Néanmoins, notons ce fait essentiel : durant les quarante ans qui précède le premier conflit mondial, l’armée a
changé de place et de rôle. Non seulement elle s’est équipée (le fameux fusil Lebel de 1886, le non moins célèbre
canon de 75), modernisée dans son fonctionnement et démocratisée dans son recrutement (devenant, comme le
précise Jean-François Chanet « une armée permanente, où une minorité de cadres de métier se trouve placée sous
l’autorité du pouvoir civil et sous le regard des hommes du rang, leurs concitoyens, supposés gagnés par l’école aux
valeurs de la République ») mais elle s’est aussi muée en une seconde école de la République, en tout cas pour les
garçons. Pratiquant sans retenue l’autocélébration lors des fêtes et revues militaires (selon Jakob Vogel, son
historien, le défilé militaire parisien qui a initialement lieu à Longchamp réunit à partir de sa première occurrence en
1871 – il ne sera fixé au 14 juillet qu’à partir de 1880 – entre 150 000 et 400 000 personnes !), prises d’armes et
fêtes de garnison dans les villes de province, l’armée s’ancre profondément dans les pratiques sociales des Français
(satisfaire au rite de passage sociopolitique qui déclare le jeune homme « Bon pour le service » est indispensable) et
l’imaginaire républicain.

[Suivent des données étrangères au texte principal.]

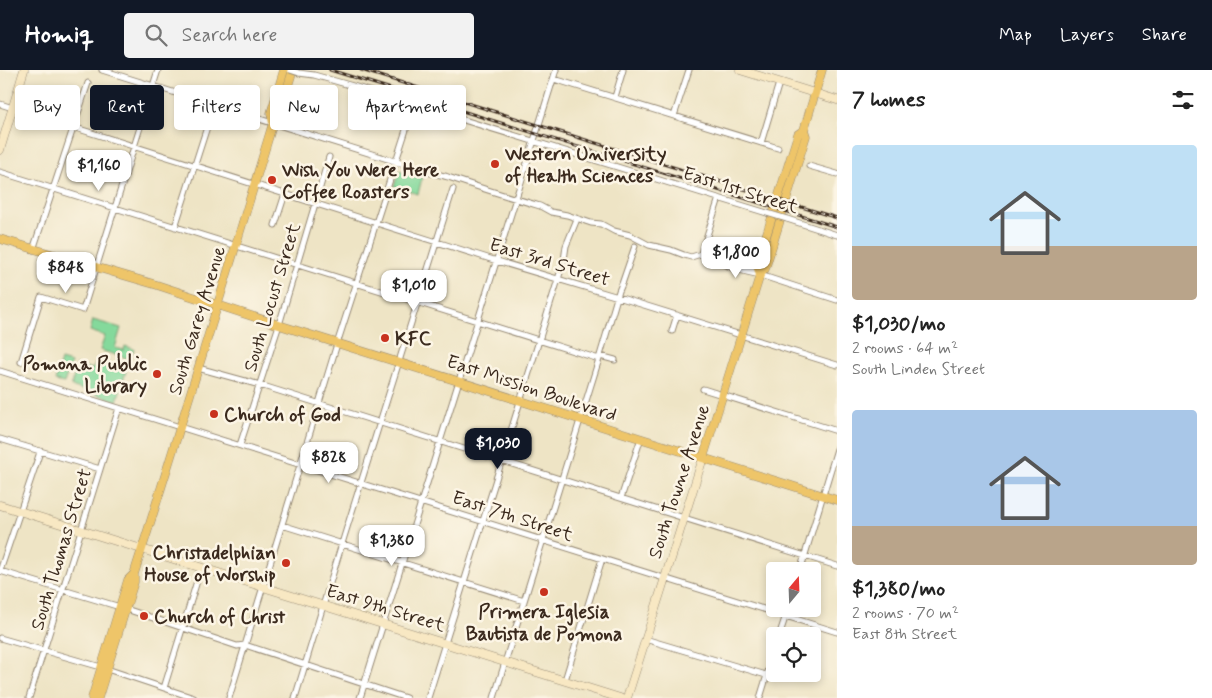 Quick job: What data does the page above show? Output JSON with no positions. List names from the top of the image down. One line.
{"streets":{"main road":["South Garey Avenue","East Mission Boulevard","South Towne Avenue"],"street":["East 1st Street","East 3rd Street","South Locust Street","East 7th Street","South Thomas Street","East 9th Street"]},"crossings":[["East 3rd Street","South Locust Street"],["East 3rd Street","South Garey Avenue"],["East 3rd Street","South Towne Avenue"],["South Locust Street","East Mission Boulevard"],["South Locust Street","East 7th Street"],["South Garey Avenue","East Mission Boulevard"],["South Garey Avenue","East 7th Street"],["South Garey Avenue","East 9th Street"],["East Mission Boulevard","South Towne Avenue"],["South Towne Avenue","East 7th Street"],["East 7th Street","South Thomas Street"],["South Thomas Street","East 9th Street"]],"places":["Western University of Health Sciences","Wish You Were Here Coffee Roasters","KFC","Pomona Public Library","Church of God","Christadelphian House of Worship","Primera Iglesia Bautista de Pomona","Church of Christ"],"north":"top","page":{"header":"Homiq","search":"Search here","nav":["Map","Layers","Share"],"heading":"7 homes","chip":["Buy","Rent","Filters","New","Apartment"],"list":[{"name":"$1,030/mo","note":"2 rooms · 64 m² · South Linden Street"},{"name":"$1,380/mo","note":"2 rooms · 70 m² · East 8th Street"}],"price":["$1,160","$1,800","$848","$1,010","$1,030","$828","$1,380"]}}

Le défilé et la fête militaires sont ainsi des moyens forts de légitimer la République en la
situant dans la continuité historique des régimes précédents, permettant de présenter la puissance militaire française
à la fois comme une tradition ancienne d’excellence guerrière, un contrepoids à la défaite de 1870 et une
promesse de victoire à venir. Jules Grévy, premier président républicain de la République, ne dit pas autre chose
quand il s’exprime ainsi, sans ambages, dans son discours du 14 juillet 1880 :
« Le gouvernement de la République est heureux de se trouver en présence de cette armée vraiment nationale,
que la France forme de la meilleur partie d’elle-même, lui donnant toute sa jeunesse, c’est-à-dire ce qu’elle a de
plus cher, de plus généreux, de plus vaillant, la pénétrant ainsi de son esprit et des sentiments, l’aimant de son
âme et recevant d’elle, en retour, ses fils élevés à la virile école de la discipline militaire, d’où ils rapportent ans
la vie civile le respect de l’autorité, le sentiment du devoir, l’esprit de dévouement, avec cette fleur d’honneur et
de patriotisme et ces mâles vertus du métier des armes, si propre à faire des hommes et des citoyens ».
On comprend ainsi que l’armée est plus que le bras armée de la nation ; elle est une armée de citoyens-soldats prêts
à défendre leur patrie, au nom des idéaux de la République. Elle est, alors, vraiment devenue « l’arche sainte de la
nation »
. À l’été 1914, forte de cette triple certitude – être dans le sens de l’histoire, être soutenue par la nation, être
une armée moderne –, l’armée française ne doute pas : elle sait qu’elle dispose des moyens de mobiliser
instantanément près d’1,7 million d’hommes (réservistes inclus). La victoire ne saurait lui échapper…
Annie Crépin rappelle que le tribun socialiste « […] s’inspire du modèle suisse et préconise une armée de milice bien qu’il n’emploie pas
le terme. Les officiers de carrière, dont le nombre est retreint, doivent faire leurs études à l’université. L’instruction en caserne est réduite
à six mois mais doit être précédée d’une préparation effectuée dès l’âge de dix ans. Le “citoyen réserviste” est ensuite astreint à des
périodes d’exercices jusqu’à l’âge de quarante ans. Censée rapprocher armée et société, cette organisation est conçue comme un moyen
d’intégrer la classe ouvrière dans la nation ; elle relève aussi de la conception utopique – ou qui va se révéler telle – selon laquelle une
armée de réservistes ne peut être utilisée pour l’agression ou même pour l’offensive ».
L’expression est ancienne : « Toute armée à qui on dira qu’elle doit être l’arche sainte et être entourée d’un mur d’airain, cette armée ne
sera jamais nationale, quoique composée d’éléments nationaux », duc de Fitz-James, débat parlementaire à la Chambre des pairs, séance du
3 mars 1818 (autour de la loi de 1818, dite Gouvion-Saint-Cyr, qui établit un service de 6 ans par engagement volontaire).